The haunted face of Bob Simon, once a self-assured and cocky CBS correspondent, tells us all we need to know about the senseless cruelty of war.
Simon and the members of his television crew appeared on 60 Minutes this past Sunday. They had just been released by the Iraqi army, which had held them as prisoners for more than a month.
If you were to put together a highlight film of the most emotional and revealing interviews ever run on television, this footage of Simon, so shattered and bone-weary, would have to be included.
Simon and his crew had driven toward the front line during the early days of the bombing campaign to survey the battlefield. They were captured by an Iraqi scouting party.
Most of us have watched Simon for years, maybe without knowing it. He was the one who was always badgering Israeli officials during times of crisis. He was always so cool and neatly dressed. His manner was always slightly contemptuous.
In the reports Simon had made from Saudi Arabia before his disappearance, the correspondent had jet black hair and always wore well-pressed khaki jackets and slacks. He was clean-shaven.
The Simon who came back from detention had gaunt, hollow cheeks and a thick white beard. His hair was streaked with gray.
Almost a year before the war, Iraq had hanged a British journalist it had declared was a spy. This event, performed despite pleas from the British government, was always on the minds of Simon and his crew.
"We consider you a spy," the Iraqis told Simon.
"That was the day I almost lost it," Simon said. "I told them, `But I am not a spy.
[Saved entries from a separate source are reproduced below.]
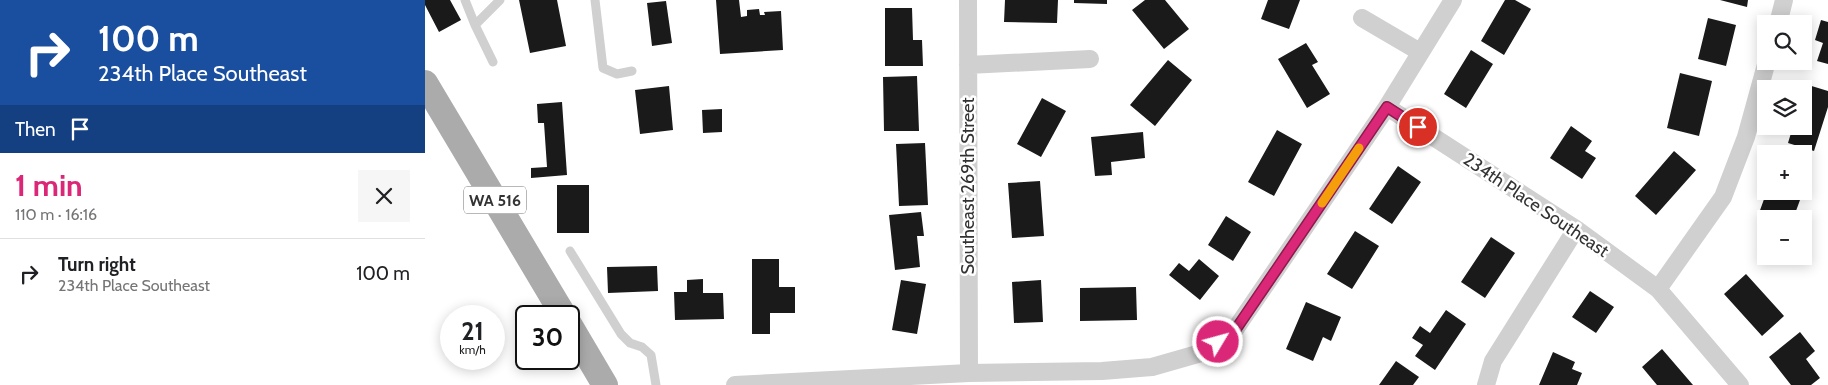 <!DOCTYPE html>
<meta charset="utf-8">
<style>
:root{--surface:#fff;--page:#f6f6f6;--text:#202124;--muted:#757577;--line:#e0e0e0;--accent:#db2777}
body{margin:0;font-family:Cabin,sans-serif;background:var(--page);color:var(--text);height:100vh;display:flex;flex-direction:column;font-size:19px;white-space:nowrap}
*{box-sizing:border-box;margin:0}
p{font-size:16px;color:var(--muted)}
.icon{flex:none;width:28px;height:28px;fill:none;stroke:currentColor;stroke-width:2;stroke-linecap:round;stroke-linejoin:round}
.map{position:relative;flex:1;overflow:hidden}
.drawer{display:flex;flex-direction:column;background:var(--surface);width:425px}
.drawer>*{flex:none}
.top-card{background:#1a4fa0;color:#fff;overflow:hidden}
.tools{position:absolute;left:1332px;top:15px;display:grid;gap:10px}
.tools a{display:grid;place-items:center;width:55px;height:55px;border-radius:0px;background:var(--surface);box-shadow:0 2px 12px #0003;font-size:25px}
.speed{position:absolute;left:15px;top:305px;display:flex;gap:10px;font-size:25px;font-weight:700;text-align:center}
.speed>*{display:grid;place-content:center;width:65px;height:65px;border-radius:50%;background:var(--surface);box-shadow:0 2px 12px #0003;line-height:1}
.speed small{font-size:12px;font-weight:400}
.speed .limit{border:2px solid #111;border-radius:8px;background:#fff;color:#111}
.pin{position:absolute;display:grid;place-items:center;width:42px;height:42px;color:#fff;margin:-21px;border:2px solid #fff;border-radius:50%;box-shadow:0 1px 5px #0007}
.me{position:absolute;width:55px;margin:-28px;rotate:53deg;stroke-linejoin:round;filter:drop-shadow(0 0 4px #0008)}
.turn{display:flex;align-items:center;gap:18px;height:105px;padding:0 15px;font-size:22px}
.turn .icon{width:65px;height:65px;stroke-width:2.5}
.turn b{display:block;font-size:35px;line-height:42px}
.then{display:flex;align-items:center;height:48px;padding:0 15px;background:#0003;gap:10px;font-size:19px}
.round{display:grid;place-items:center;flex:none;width:52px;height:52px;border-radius:0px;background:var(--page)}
.summary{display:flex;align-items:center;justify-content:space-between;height:85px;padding:0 15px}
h1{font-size:30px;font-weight:700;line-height:38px;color:var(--accent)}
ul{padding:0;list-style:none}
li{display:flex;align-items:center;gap:15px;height:70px;padding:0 15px;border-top:1px solid var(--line)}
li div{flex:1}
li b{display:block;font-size:19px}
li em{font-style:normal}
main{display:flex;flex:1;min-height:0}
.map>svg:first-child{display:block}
.building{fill:#1a1a1a}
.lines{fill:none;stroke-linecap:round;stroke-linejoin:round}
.lane{stroke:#d0d0d0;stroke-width:9}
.street{stroke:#d0d0d0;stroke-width:18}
.primary{stroke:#ababab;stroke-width:26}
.route-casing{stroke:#8e194d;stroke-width:12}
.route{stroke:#db2777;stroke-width:9}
.slow{stroke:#f59e0b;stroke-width:9}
.labels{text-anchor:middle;stroke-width:5;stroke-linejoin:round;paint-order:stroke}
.shield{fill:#fff;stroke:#707070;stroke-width:1}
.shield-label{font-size:16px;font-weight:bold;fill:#333}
.street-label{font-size:18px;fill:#333;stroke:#fff}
</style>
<main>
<section class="drawer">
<div class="top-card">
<div class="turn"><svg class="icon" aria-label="right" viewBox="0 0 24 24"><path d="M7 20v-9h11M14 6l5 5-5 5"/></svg><div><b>100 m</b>234th Place Southeast</div></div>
<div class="then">Then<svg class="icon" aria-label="arrive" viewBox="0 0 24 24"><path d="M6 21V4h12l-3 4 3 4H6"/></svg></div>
</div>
<div class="summary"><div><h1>1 min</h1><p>110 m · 16:16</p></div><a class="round"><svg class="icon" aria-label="close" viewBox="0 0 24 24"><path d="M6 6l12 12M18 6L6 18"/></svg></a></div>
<ul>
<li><svg class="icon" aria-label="right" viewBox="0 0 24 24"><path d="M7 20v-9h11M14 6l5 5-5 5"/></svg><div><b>Turn right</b><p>234th Place Southeast</p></div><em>100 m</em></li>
</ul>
</section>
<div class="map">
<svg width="1403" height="385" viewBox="0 0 1403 385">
<rect width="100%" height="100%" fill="#fff"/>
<path class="building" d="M 0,0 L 25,0 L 36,20 L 14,32 L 0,5 Z
M 94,0 L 132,0 L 141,46 L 105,53 Z
M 291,0 L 314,0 L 316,17 L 322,16 L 322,10 L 334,9 L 335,15 L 340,15 L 339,12 L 356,11 L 358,50 L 295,54 Z
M 580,0 L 633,0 L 632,23 L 579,22 Z
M 649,0 L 682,0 L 682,4 L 649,3 Z
M 720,0 L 740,0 L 764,29 L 739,49 L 707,10 Z
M 843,0 L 875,0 L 864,29 L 836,19 Z
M 1080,0 L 1090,0 L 1106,9 L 1079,55 L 1056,41 Z
M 1295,0 L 1323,0 L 1322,7 Z
M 241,1 L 247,43 L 227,46 L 222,3 Z
M 460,8 L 487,8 L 488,40 L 497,40 L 498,66 L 460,66 Z
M 1283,18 L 1311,25 L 1301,66 L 1273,59 Z
M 1396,20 L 1403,22 L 1403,64 L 1392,61 L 1398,43 L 1390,40 Z
M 881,43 L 893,62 L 887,65 L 905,94 L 882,108 L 853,59 Z
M 1046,50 L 1068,64 L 1041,108 L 1019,94 Z
M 743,60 L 767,80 L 730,126 L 705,105 Z
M 1255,73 L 1287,81 L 1274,136 L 1242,128 Z
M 492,76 L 494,131 L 459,131 L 458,77 Z
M 1380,84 L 1403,91 L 1403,107 L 1389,151 L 1363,143 L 1366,133 L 1363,132 L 1365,126 L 1379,126 L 1379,90 Z
M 244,86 L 248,130 L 215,134 L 210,90 Z
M 617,98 L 641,111 L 616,157 L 592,144 Z
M 137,102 L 142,175 L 106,178 L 106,168 L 122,167 L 119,123 L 113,123 L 112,104 Z
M 297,109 L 297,132 L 278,133 L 277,110 Z
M 1146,126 L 1167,141 L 1160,151 L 1171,158 L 1157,179 L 1125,158 Z
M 852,130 L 877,144 L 849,196 L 823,182 Z
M 718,132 L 720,158 L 686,162 L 687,175 L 670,176 L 666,137 Z
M 500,143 L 503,205 L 474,206 L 471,144 Z
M 1249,151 L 1271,170 L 1231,215 L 1210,196 Z
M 973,166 L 996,182 L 967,224 L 944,209 Z
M 615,181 L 619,236 L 587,238 L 583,183 Z
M 132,185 L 164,185 L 164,233 L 132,233 Z
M 1342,191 L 1372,191 L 1370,198 L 1375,200 L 1368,219 L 1349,219 L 1334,213 Z
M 496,212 L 499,236 L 492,236 L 495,267 L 470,270 L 464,215 Z
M 801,216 L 826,232 L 808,261 L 783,245 Z
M 930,231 L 954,246 L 927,289 L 902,274 Z
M 1066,237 L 1090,253 L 1060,298 L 1036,282 Z
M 327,259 L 354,259 L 354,287 L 370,287 L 370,313 L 345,313 L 345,334 L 327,334 Z
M 774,259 L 794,276 L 775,300 L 744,275 L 754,263 L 764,271 Z
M 232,266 L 233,291 L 183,293 L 182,267 Z
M 1321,274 L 1359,316 L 1337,336 L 1299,294 Z
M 278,279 L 278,293 L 298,293 L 299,319 L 250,320 L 249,292 L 262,292 L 262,280 Z
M 476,280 L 501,284 L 492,334 L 467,330 Z
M 616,280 L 618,322 L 589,323 L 587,282 Z
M 711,287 L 712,320 L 655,321 L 655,288 Z
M 1165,291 L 1189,307 L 1171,333 L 1147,317 Z
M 881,302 L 916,317 L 906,341 L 898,337 L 888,361 L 861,349 Z
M 1021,310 L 1041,324 L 1010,370 L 990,356 L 998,345 L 987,338 L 995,326 L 1005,333 Z
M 1375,332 L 1390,351 L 1381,359 L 1395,378 L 1386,385 L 1366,385 L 1344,357 Z
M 1237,349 L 1268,385 L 1232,385 L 1217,367 Z
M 1128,352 L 1150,362 L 1147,369 L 1157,373 L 1152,385 L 1114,385 Z
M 971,361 L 994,377 L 988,385 L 954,385 Z"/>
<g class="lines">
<path class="lane" d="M 40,0 L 50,25
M 170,0 L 178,68 L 192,74 L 207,71
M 68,62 L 50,25 L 75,0
M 145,251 L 196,334 L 205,343 L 217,347 L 226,355 L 231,385"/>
<path class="street" d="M 543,0 L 544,373
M 937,18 L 995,52
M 1353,24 L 1359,0
M 543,65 L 665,59
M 962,107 L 1151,229 L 1233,289 L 1315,385
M 1233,289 L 1298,197 L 1321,137 L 1342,61
M 310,385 L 544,373 L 677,371 L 727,367 L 776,353 L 809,331 L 962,107 L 1028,0
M 1061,385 L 1068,361 L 1151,229"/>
<path class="primary" d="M 0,83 L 139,316
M 144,324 L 180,385"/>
</g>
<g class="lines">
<defs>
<path id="route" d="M 793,342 L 809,332 L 962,107 L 993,127"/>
</defs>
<use href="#route" class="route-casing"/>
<use href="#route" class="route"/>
<path class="slow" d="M 897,203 L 934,148"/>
</g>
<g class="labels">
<rect class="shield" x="39" y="186.5" width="62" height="27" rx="4"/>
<g class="shield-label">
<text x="70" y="206">WA 516</text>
</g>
<g class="street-label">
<text transform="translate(543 186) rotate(-90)" y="6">Southeast 269th Street</text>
<text transform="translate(1111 205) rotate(34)" y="6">234th Place Southeast</text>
</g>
</g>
</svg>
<div class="tools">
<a><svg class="icon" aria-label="search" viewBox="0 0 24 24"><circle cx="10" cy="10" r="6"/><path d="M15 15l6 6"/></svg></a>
<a><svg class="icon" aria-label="layers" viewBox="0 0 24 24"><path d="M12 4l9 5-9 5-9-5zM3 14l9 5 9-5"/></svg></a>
<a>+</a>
<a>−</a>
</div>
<div class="speed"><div>21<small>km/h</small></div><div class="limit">30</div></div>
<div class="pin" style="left:993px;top:127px;background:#d93025"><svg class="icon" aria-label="arrive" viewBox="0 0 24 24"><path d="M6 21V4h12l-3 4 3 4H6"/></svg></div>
<svg class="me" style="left:793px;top:342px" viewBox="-20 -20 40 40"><circle r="17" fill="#db2777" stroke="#fff" stroke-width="3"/><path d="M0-11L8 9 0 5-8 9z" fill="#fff"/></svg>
</div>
</main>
I have been a journalist for CBS News for 25 years.'" "It could be a cover," they said.
"It's not a cover," Simon said. "It's been my life." Simon told how the Iraqis blindfolded him and beat him about the head, neck and legs with sticks. There were times when they would beat all four members of the crew at the same time so Simon could hear his buddies screaming.
Listening to Simon's story, you could not take your eyes away from the various expressions as he talked. His eyes kept changing, reflecting anger or remembered fear. Several times he came close to tears and his voice choked.
"One day," Simon said, "an Iraqi captain grabbed my cheeks so hard that he forced my mouth to open. Then he spat at me and slapped me.
"`Yehudi, Yehudi,' he shouted, which means Jew, dirty Jew. It was the sixth instinct every anti-Semite ever had. I didn't think he would kill me.
"I could have killed him," Simon said, his anger clearly rising. "And I would have killed him if I could. And I would have had no more remorse than when I got up every morning and killed cockroaches in my room." Ed Bradley of 60 Minutes was doing the interview. He realized the power of Simon's descriptions. Wisely, Bradley opted to listen much more than he talked.
"How did you pass the time?" Bradley asked.
Simon said, "If you asked me what I wanted during those days . . . my wife . . . my daughter. I would have said I want food. One day outside my room, I could hear a man being kicked. He was kicked four times. But I was unable to be concerned because at that time, in my mind, I was walking down Broadway with an ice cream cone in one hand and a bag of popcorn in the other.
"You develop defense mechanisms you didn't think you were capable of." "Has this changed you?" Bradley asked. "Since Vietnam, you have covered every war, every skirmish. Is this it?" "I don't know," Simon said, pensively.
He thought for an instant.
"I think I'll cover more wars. But it will never be the same. Because what permitted me to cover wars was a certain childlike sense of invulnerability.
"That's gone and I'll never get it back." Simon's eyes suddenly misted. You could see them turning red. He was talking now of the things his ordeal had taught him were really most important to him.
"Of all the big events I've covered as a journalist . . . the fall of Saigon . . . the visit of Anwar Sadat to Israel . . . it was those rare, personal moments that came back to me.
"I remembered the first time I carried my three-year-old daughter into the Mediterranean. I remembered a bicycle trip into the French countryside and flirting with a French girl who would become my wife.
"There was the essential realization that life had been good to me and that if it had to end there, well . . . "
Suddenly, Simon became terribly emotional.
"But I crave more. I want more. I want to go on living . . . " The screen switched to a commercial. There was nothing more to ask. Simon had told it all in just a few words.
The Simon who came back from detention had gaunt, hollow cheeks and a thick white beard. His hair was streaked with gray.
"What permitted me to cover wars was a certain childlike sense of invulnerability. That's gone and I'll never get it back.